Q.77 Which one of the following forms of the same DNA molecule would bind maximum ethidium bromide?
(A) Negatively supercoiled
(B) Covalently closed relaxed circle
(C) Linear
(D) Positively supercoiled
Negatively supercoiled DNA binds the maximum ethidium bromide among the given options. Ethidium bromide, a DNA intercalator, unwinds the double helix and preferentially binds to underwound structures to relieve torsional stress.
Options Explained
Negatively Supercoiled DNA
This form features underwound helical turns (negative supercoils), creating torsional stress that favors intercalator binding. Ethidium bromide inserts between base pairs, unwinding DNA by ~26° per molecule and relaxing negative supercoils first, allowing maximum binding until relaxation completes and excess induces positive supercoils.
Covalently Closed Relaxed Circle
Lacking supercoils, this circular DNA has no torsional stress to drive preferential binding. Ethidium bromide binds but induces compensatory positive supercoiling immediately, limiting total uptake compared to negatively supercoiled forms.
Linear DNA
Open ends prevent supercoiling, mimicking relaxed state without global topology constraints. Binding occurs evenly without stress relief motivation, resulting in lower affinity and capacity than supercoiled circles.
Positively Supercoiled DNA
Overwound structure opposes ethidium bromide’s unwinding effect, tightening the helix further and yielding the weakest binding affinity. Studies confirm intercalators bind least to positive supercoils.
Negatively supercoiled DNA binds maximum ethidium bromide due to its underwound structure that relieves torsional stress upon intercalation. This key concept in molecular biology explains ethidium bromide’s use in gel electrophoresis and topology studies.
Ethidium Bromide Binding Mechanism
Ethidium bromide intercalates between base pairs, unwinding the helix and reducing twist (Tw). In negatively supercoiled DNA (option A), this relaxes negative writhe (Wr), enabling high-affinity binding until ΔLk ≈ 0, then positive supercoiling limits further uptake—but initial capacity exceeds others. Relaxed circles (B) and linear DNA (C) lack this drive, while positively supercoiled DNA (D) resists unwinding.

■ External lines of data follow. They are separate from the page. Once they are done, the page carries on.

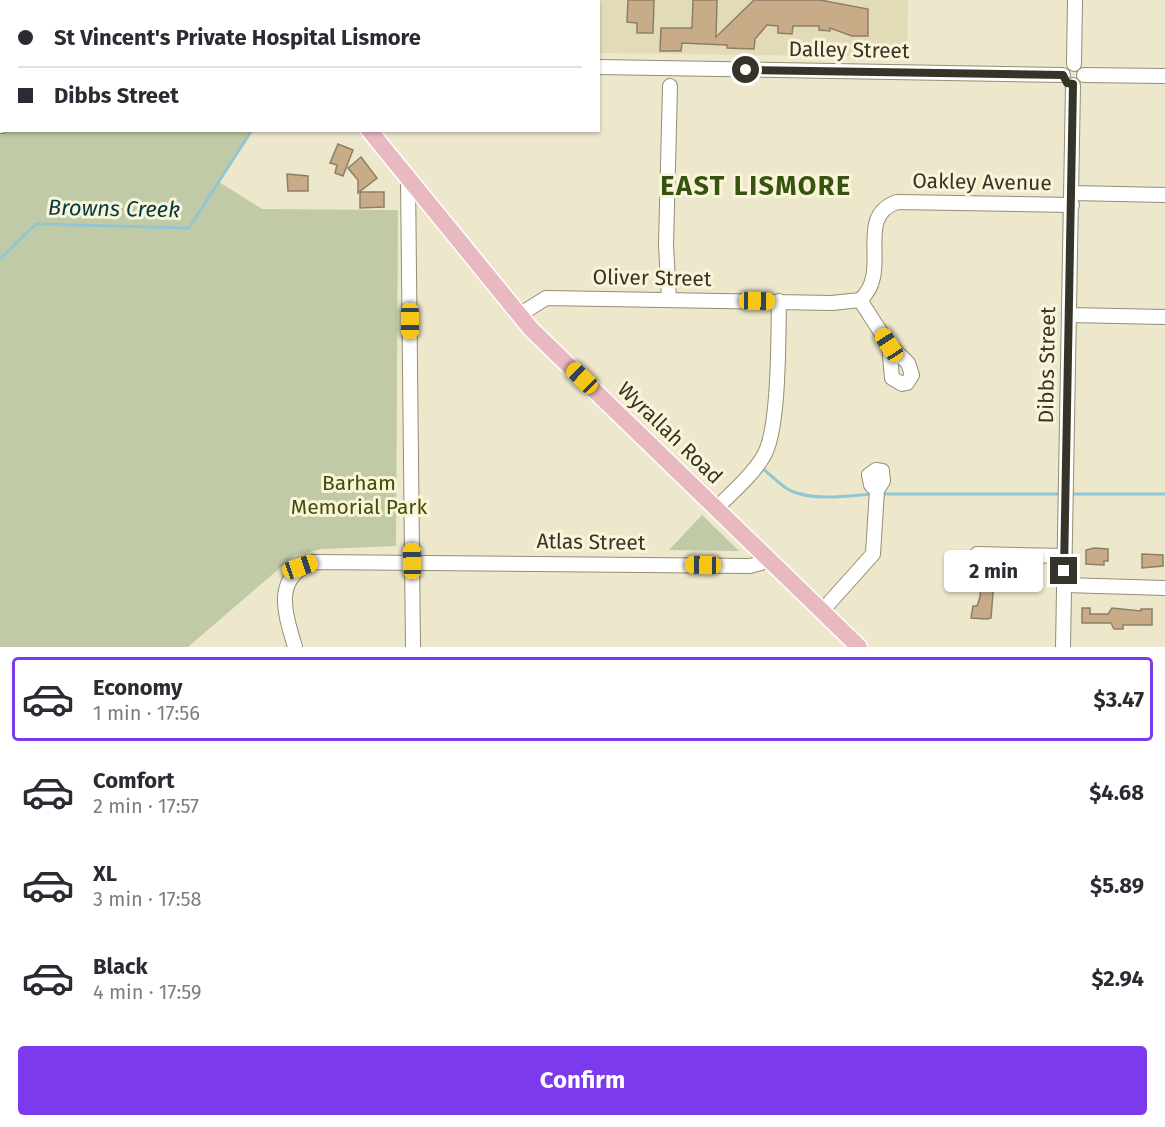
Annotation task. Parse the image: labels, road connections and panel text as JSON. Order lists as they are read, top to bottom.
{
  "streets": {
    "main road": ["Wyrallah Road"],
    "street": [
      "Dalley Street",
      "Oakley Avenue",
      "Oliver Street",
      "Dibbs Street",
      "Atlas Street"
    ]
  },
  "crossings": [
    ["Dalley Street", "Dibbs Street"],
    ["Oakley Avenue", "Oliver Street"],
    ["Oakley Avenue", "Dibbs Street"],
    ["Oliver Street", "Wyrallah Road"],
    ["Wyrallah Road", "Atlas Street"]
  ],
  "districts": ["EAST LISMORE"],
  "water": ["Browns Creek"],
  "parks": ["Barham Memorial Park"],
  "page": {
    "banner": ["St Vincent's Private Hospital Lismore", "Dibbs Street"],
    "bubble": "2 min",
    "list": [
      {
        "name": "Economy",
        "note": "1 min · 17:56",
        "value": "$3.47"
      },
      {
        "name": "Comfort",
        "note": "2 min · 17:57",
        "value": "$4.68"
      },
      {
        "name": "XL",
        "note": "3 min · 17:58",
        "value": "$5.89"
      },
      {
        "name": "Black",
        "note": "4 min · 17:59",
        "value": "$2.94"
      }
    ],
    "buttons": "Confirm"
  }
}
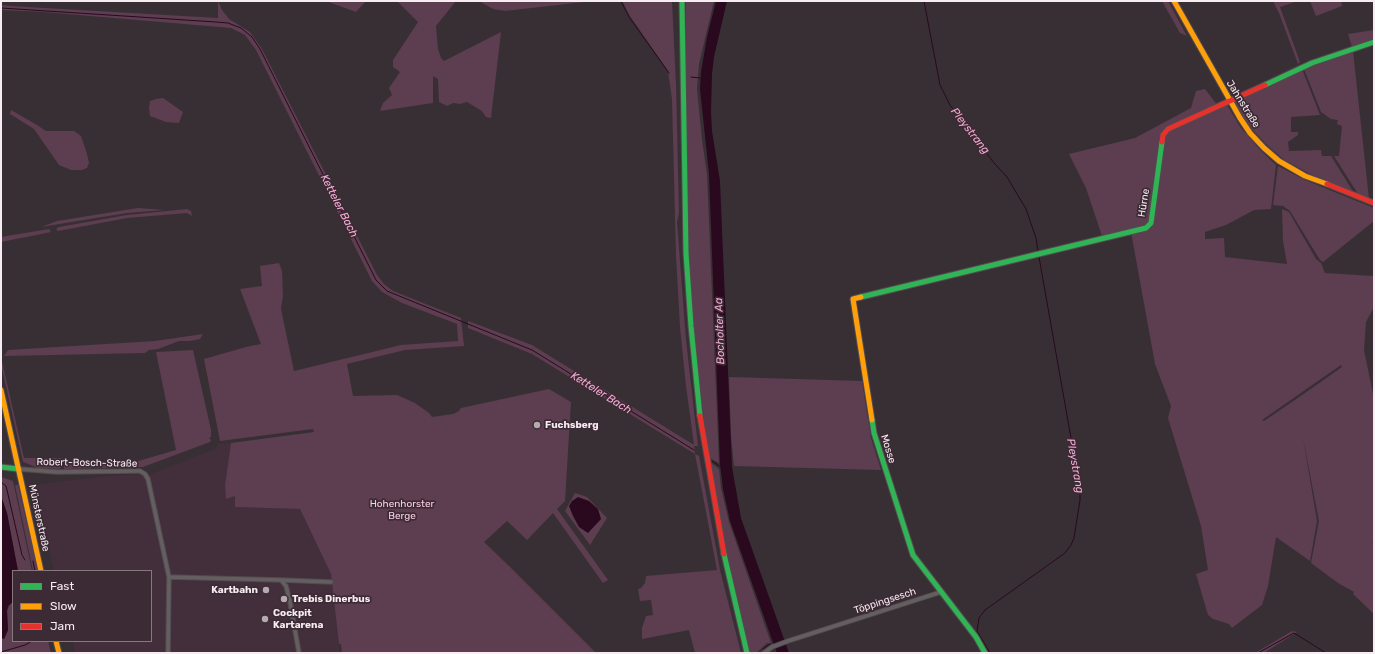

| DNA Form | Superhelical Density (σ) | EtBr Binding Affinity | Reason |
|---|---|---|---|
| Negatively Supercoiled | Negative | Highest | Relaxes underwinding |
| Relaxed Circle | 0 | Moderate | No stress relief |
| Linear | N/A (no topology) | Low | Even binding |
| Positively Supercoiled | Positive | Lowest | Opposes unwinding |
Practical Implications in Biotechnology
In agarose gel electrophoresis with ethidium bromide, supercoiled plasmids migrate fastest due to compactness, but binding saturates negatively supercoiled forms most, aiding topology visualization. Topoisomerase assays exploit this preference.
Why Option (A) is Correct
Quantitative studies via competition dialysis show ethidium bromide partitions >10-fold more into negatively supercoiled vs positively supercoiled DNA, confirming maximum binding.